Shhhh…don’t tell my daughter, but I let her down last month.
She just doesn’t know it.
Five years ago, I committed to having lunch at the school with each of my daughters every single month.
Now that I have three girls in elementary school, that’s three lunches a month or 27 lunches a year, plus an occasional extra lunch thrown in for a birthday or other special occasion.
My kids are typically on top of this, too. If I haven’t had lunch with my youngest daughter within the first week of a new month, she starts nudging.
Mom, you know you haven’t had lunch with me this month, right? When are you coming?
The very first day my kids went back to school after winter break—the very first day!!!!!–she came home from school and asked when I was coming for lunch.
But January zipped right past me. I made it up to the school for my youngest daughter (or I’d never have heard the end of that failure!), but not to eat with my two older girls. Every time I planned a day for school lunch-time, we had a snow day.
When they actually had school, I was in a mad rush to make up for everything I didn’t get done because of those same snow days.
My husband says—You’re eating lunch with them at home. Doesn’t that count?
No. That does not count.
Finally, on the last day of January I resigned myself to the truth: I’d failed: A five year streak of faithfulness broken by winter weather and a packed calendar.
Funny thing is, the one daughter who I thought would be bruised and destroyed forever by my failure never even noticed. She didn’t pressure me about it, didn’t nag or pester.
So, I’m not telling her I missed out on January’s cafeteria lunch. It’ll be our little secret. I just went early in February and hoped for the best.
At the beginning of this year, I set some goals in four areas of my life: Marriage, Parenting, Ministry, and Self-Care.
I’ve been replacing soda with water or green tea.
I’ve been exercising and listening to podcasts while packing my kids’ school lunches.
But there’s one that’s harder to do. It’s not a box to check off or a physical habit to create.
It’s this: Choose to be gentle with myself.

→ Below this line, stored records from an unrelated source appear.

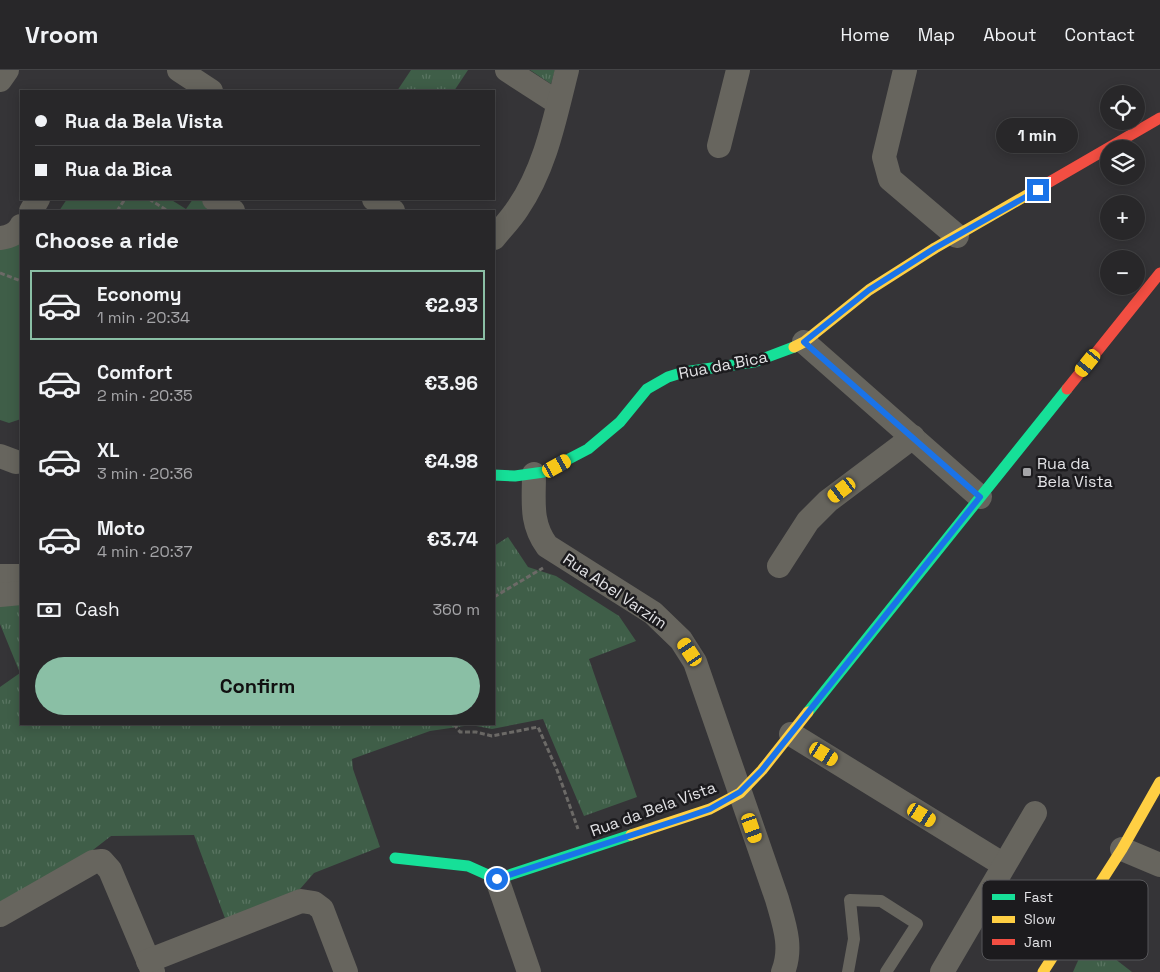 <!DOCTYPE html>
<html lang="en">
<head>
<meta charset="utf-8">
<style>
	body { margin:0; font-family:"Space Grotesk",sans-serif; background:#343335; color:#f1f3f6; height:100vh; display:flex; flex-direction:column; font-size:19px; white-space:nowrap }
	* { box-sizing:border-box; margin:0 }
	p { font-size:16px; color:#a5a5a8 }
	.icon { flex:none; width:28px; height:28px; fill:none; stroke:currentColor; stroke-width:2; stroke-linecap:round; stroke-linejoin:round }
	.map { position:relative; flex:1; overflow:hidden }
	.panel { position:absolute; left:20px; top:140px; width:475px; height:515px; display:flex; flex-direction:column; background:#282729; border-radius:0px; box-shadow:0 2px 12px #0003,0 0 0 1px #444446 }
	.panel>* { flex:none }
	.hud { position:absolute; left:20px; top:20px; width:475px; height:110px; border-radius:0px; box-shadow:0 2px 12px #0003,0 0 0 1px #444446; display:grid; align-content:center; height:110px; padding:0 15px; background:#282729 }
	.buttons { position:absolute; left:1100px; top:15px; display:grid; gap:10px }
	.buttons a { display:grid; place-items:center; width:45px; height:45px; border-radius:50%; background:#282729; box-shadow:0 2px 12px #0003,0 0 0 1px #444446; font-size:25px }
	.end { position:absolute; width:22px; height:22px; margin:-11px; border:6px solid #1a73e8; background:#fff; box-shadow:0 0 0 2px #fff }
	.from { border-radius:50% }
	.bubble { position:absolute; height:35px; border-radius:18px; background:#282729; box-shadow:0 2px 12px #0003,0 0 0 1px #444446; font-size:16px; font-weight:800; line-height:35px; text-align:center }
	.car { position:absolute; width:15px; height:30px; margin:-15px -8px; border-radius:6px; box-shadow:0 0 4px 1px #0007; background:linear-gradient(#f5c518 24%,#345 0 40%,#f5c518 0 76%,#345 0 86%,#f5c518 0) }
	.hud b { display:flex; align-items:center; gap:18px; height:48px; font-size:19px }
	.hud b+b { border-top:1px solid #444446 }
	.hud i { width:12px; height:12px; background:#f1f3f6 }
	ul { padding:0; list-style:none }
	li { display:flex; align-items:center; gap:15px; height:70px; margin:0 10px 8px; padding:0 5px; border:2px solid transparent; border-radius:0px }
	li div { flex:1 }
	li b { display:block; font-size:19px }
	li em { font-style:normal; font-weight:800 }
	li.selected { border-color:#8abfa5 }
	li>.icon { width:45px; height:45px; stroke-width:1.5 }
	h2 { padding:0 15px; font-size:22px; line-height:60px }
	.pay { display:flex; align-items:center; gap:12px; height:55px; padding:0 15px; font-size:19px }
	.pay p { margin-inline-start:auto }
	.primary-button { display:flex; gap:10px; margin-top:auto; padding:10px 15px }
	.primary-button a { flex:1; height:58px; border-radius:30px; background:#8abfa5; color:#111; font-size:20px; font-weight:800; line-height:58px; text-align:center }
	header { display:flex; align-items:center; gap:30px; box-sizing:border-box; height:70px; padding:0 25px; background:#282729; border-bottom:1px solid #444446 }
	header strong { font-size:24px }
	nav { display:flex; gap:28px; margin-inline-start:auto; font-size:18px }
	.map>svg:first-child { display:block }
	.grass { fill:url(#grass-tufts) }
	.green { fill:#3f5e48 }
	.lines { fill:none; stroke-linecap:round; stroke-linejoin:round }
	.path { stroke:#6c6a67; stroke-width:3; stroke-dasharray:5 2.5; stroke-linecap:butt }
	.lane { stroke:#67655e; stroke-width:12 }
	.street { stroke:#67655e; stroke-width:24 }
	.fast { stroke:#16e098; stroke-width:11 }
	.slow { stroke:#ffcf43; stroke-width:11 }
	.jam { stroke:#f24e42; stroke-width:11 }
	.route { stroke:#1a73e8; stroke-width:6 }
	.poi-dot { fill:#a5a5a8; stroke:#1c1b1e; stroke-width:2 }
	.labels { text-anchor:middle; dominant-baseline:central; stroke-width:5; stroke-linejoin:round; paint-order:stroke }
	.street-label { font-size:16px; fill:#e2e2e5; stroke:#1c1b1e }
	.poi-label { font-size:16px; fill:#e2e2e5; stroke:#1c1b1e; text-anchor:start }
	.key { fill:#1c1b1e; stroke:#57575a; stroke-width:1 }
	.key-label { font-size:14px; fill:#e2e2e5 }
</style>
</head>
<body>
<header>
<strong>Vroom</strong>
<nav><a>Home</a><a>Map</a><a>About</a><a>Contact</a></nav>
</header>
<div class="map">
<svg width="1160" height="902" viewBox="0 0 1160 902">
	<defs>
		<pattern id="grass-tufts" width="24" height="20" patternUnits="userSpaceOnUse" patternTransform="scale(1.25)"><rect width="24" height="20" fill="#3f5e48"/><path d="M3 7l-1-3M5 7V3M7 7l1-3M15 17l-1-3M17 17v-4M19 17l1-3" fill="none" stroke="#5a7562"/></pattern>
	</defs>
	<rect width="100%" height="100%" fill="#353437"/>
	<!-- grass -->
	<g class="grass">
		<polygon points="411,0 468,0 454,21 397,21"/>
		<polygon points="530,0 555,0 551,14"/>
		<polygon points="508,467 528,497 556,506 619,546 636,571 589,589 637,727 584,746 543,649 492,659 471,655 430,661 352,689 353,699 380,777 314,803 300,819 226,851 194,765 111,766 71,797 0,839 0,617 20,603 0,554 0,536 21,533 21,654 494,654 494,476"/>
		<polygon points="1088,868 1132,902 1073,902"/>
	</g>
	<!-- green -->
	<g class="green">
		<polygon points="67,129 170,129 186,139 193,129 199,129 217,141 59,141"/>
		<polygon points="21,169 21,349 9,353 0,350 0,177"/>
	</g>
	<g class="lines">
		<!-- path -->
		<g class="path">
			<polyline points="149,129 168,141"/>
			<polyline points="117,141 125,129"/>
			<polyline points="0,203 21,211"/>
			<polyline points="494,527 543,498"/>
			<polyline points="454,654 460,662 476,662 492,666 538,657 557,700 578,759"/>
		</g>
		<!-- lane -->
		<polyline class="lane" points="848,902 854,869 850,830 881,831 917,854 886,902"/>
		<!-- street -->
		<g class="street">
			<polyline points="179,0 211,21"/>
			<polyline points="507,0 558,33"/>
			<polyline points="905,0 884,87 890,109 957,166"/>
			<polyline points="0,10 7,0"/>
			<polyline points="719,76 738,0"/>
			<polyline points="214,129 233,141"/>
			<polyline points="374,129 393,141"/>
			<polyline points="31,141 38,129"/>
			<path d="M0,168C9,167 17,164 21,156"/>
			<path d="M494,168C502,158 511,149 518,138C546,97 555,47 567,0"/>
			<polyline points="804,272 980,427"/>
			<polyline points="0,386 16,392"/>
			<path d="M534,404C534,431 530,453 547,476L653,543L681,570L695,592L777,829C784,854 793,877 783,902"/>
			<polyline points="779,496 808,451 828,431 913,367"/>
			<polyline points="0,506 21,506"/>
			<polyline points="0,525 21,523"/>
			<polyline points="791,664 1004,795"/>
			<polyline points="1122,779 1160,795"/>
			<polyline points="497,809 529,902"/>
			<polyline points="0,845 93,792 102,791 110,800 153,902"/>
			<polyline points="148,891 301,831 314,833 322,839 346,902"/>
			<polyline points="942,902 1035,743"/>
		</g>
		<!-- fast -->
		<g class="fast">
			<polyline points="494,405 515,406 544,402 588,379 620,352 647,319 668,307 684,302 754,292 794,277"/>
			<polyline points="808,642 1067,319"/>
			<polyline points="395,788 468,796 497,809 631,765"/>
		</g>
		<!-- slow -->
		<g class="slow">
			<polyline points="794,277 804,272 869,220 935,178 1046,114"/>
			<polyline points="631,765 710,739 740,723 762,700 808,642"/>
			<polyline points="1043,902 1122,779 1160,712"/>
		</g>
		<!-- jam -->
		<g class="jam">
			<polyline points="1046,114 1160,48"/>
			<polyline points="1067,319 1160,203"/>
		</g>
	</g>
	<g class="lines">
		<!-- route -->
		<polyline class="route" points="497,809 684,748 710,739 740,722 762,700 980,427 804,272 869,220 935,178 1038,120"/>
	</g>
	<!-- markers -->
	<rect class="poi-dot" x="1022" y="397" width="10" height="10" rx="2.5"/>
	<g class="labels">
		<!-- street labels -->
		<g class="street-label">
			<text transform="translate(723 295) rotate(-11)">Rua da Bica</text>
			<text transform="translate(615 521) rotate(34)">Rua Abel Varzim</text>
			<text transform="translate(653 739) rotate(-20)">Rua da Bela Vista</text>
		</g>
		<!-- poi labels -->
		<g class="poi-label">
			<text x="1037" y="393">Rua da<tspan x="1037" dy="18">Bela Vista</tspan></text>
		</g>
	</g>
	<!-- legend -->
	<rect x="982" y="810" width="166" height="80" rx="8" class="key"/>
	<rect x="992" y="824" width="23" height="6" fill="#16e098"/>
	<rect x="992" y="846" width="23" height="7" fill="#ffcf43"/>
	<rect x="992" y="869" width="23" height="6" fill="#f24e42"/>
	<g class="key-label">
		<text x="1024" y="832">Fast</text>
		<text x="1024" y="854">Slow</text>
		<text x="1024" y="877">Jam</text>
	</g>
</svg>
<div class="buttons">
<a><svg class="icon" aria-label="locate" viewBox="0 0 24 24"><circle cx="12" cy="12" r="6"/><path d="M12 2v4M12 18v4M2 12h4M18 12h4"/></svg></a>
<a><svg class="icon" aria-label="layers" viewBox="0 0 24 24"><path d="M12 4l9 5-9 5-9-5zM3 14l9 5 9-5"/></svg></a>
<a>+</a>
<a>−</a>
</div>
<i class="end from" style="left:497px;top:809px"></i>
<i class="end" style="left:1038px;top:120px"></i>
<div class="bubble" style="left:996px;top:48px;width:82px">1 min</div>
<i class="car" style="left:1088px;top:293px;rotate:219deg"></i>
<i class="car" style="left:557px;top:396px;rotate:61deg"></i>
<i class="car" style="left:842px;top:420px;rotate:233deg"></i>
<i class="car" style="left:690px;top:582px;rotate:326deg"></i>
<i class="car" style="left:824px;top:684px;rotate:121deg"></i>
<i class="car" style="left:922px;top:745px;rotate:121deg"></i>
<i class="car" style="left:752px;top:758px;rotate:161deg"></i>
<div class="hud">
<b><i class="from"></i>Rua da Bela Vista</b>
<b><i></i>Rua da Bica</b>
</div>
<section class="panel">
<h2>Choose a ride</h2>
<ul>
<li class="selected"><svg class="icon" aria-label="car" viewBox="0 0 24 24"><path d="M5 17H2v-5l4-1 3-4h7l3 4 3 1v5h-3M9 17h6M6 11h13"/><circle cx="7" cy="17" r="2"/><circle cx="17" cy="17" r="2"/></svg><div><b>Economy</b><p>1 min · 20:34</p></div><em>€2.93</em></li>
<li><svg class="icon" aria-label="car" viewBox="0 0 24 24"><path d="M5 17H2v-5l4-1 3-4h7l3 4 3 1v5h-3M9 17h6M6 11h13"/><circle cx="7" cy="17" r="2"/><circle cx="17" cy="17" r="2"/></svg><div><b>Comfort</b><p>2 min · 20:35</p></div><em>€3.96</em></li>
<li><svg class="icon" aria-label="car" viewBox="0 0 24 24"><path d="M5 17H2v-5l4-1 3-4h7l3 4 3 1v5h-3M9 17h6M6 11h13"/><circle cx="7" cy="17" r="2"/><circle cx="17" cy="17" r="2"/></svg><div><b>XL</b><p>3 min · 20:36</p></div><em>€4.98</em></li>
<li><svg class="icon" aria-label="car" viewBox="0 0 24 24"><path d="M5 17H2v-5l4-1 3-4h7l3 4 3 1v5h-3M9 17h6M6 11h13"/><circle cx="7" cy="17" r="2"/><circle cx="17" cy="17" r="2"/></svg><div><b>Moto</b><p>4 min · 20:37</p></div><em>€3.74</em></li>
</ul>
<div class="pay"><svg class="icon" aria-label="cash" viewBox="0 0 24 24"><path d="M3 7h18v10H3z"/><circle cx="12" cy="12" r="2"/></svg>Cash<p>360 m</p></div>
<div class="primary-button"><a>Confirm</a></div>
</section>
</div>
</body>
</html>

It means not letting Mom Guilt terrorize my like the tyrant it is.
It means not listening to my self-criticizing internal dialogue.
It means putting a Lunchable in my kids’ lunch box every once in a while.
It means not beating myself up if I occasionally have to order pizza for dinner or go for the quick-fix like boxed macaroni and cheese.
It means laughing instead of berating myself if I forget, and cutting myself off from chores in the evenings so I can spend some time with a cup of hot tea and a book.
And yes. The struggle is real to let go and choose grace.
I still have this nagging sense of guilt that I didn’t make it to the school for those lunches in January. It’ll probably plague me for a long time. Because I can’t go back and fix it. I can’t make it all perfect.
Then I read what the Psalmist said:
Trust in the Lord, and do good;
dwell in the land and befriend faithfulness.
4 Delight yourself in the Lord,
and he will give you the desires of your heart.5 Commit your way to the Lord;
trust in him, and he will act.
(Psalm 37:3-5 ESV).
Trust Him and do good. That’s what it says.
It seems I spend a whole lot of time and effort trying to “do perfect” or “do all.”
But that’s not what God asks of any of us.
God doesn’t expect perfection because He knows we’re imperfect.
He simply asks us to trust Him, “do good” and keep doing good. Choose the right things. Show up day after day. Be faithful.
Even more than that, don’t try to figure it all out or make it all work.
He’s not going to give us the desires of our heart because we worked like mad-women to make them happen.
He gives us the desires of our heart when our greatest desire is for Him.
And after Jesus, what is it that my heart desires? It’s to love my kids to Christ. One missed lunch isn’t going to change that.
You cannot be perfect today. Neither can I.
But we can trust God and do good and leave everything in His hands.
And we can choose to be a little gentle with ourselves today.
Shrug off some shame and step into some grace.
Let go of some expectations and cling to the freedom Christ offers.
Reblogged this on Talmidimblogging.
I woke up grouchy with myself this morning and then, read your post. Thank you. Your message reminds me to be gentle with myself. I can’t stop this physical pain from arthritis, but, how I deal with the emotions that come from the pain can truly change my attitude. I will not be perfect today, but, I trust God to take care of me. 🙂 I am blessed to have a wonderful husband who understands my pain and helps me deal with it. 🙂
How beautiful that your husband is so understanding! We’re so much harder on ourselves. I had a friend share with me once how hard it was to feel like she couldn’t ‘do’ because of chronic illness. It was so hard to feel unproductive—like so much of her identity had been based on getting things done and now she just couldn’t. So difficult. She had to be gentle with herself, too! Praying for your day!!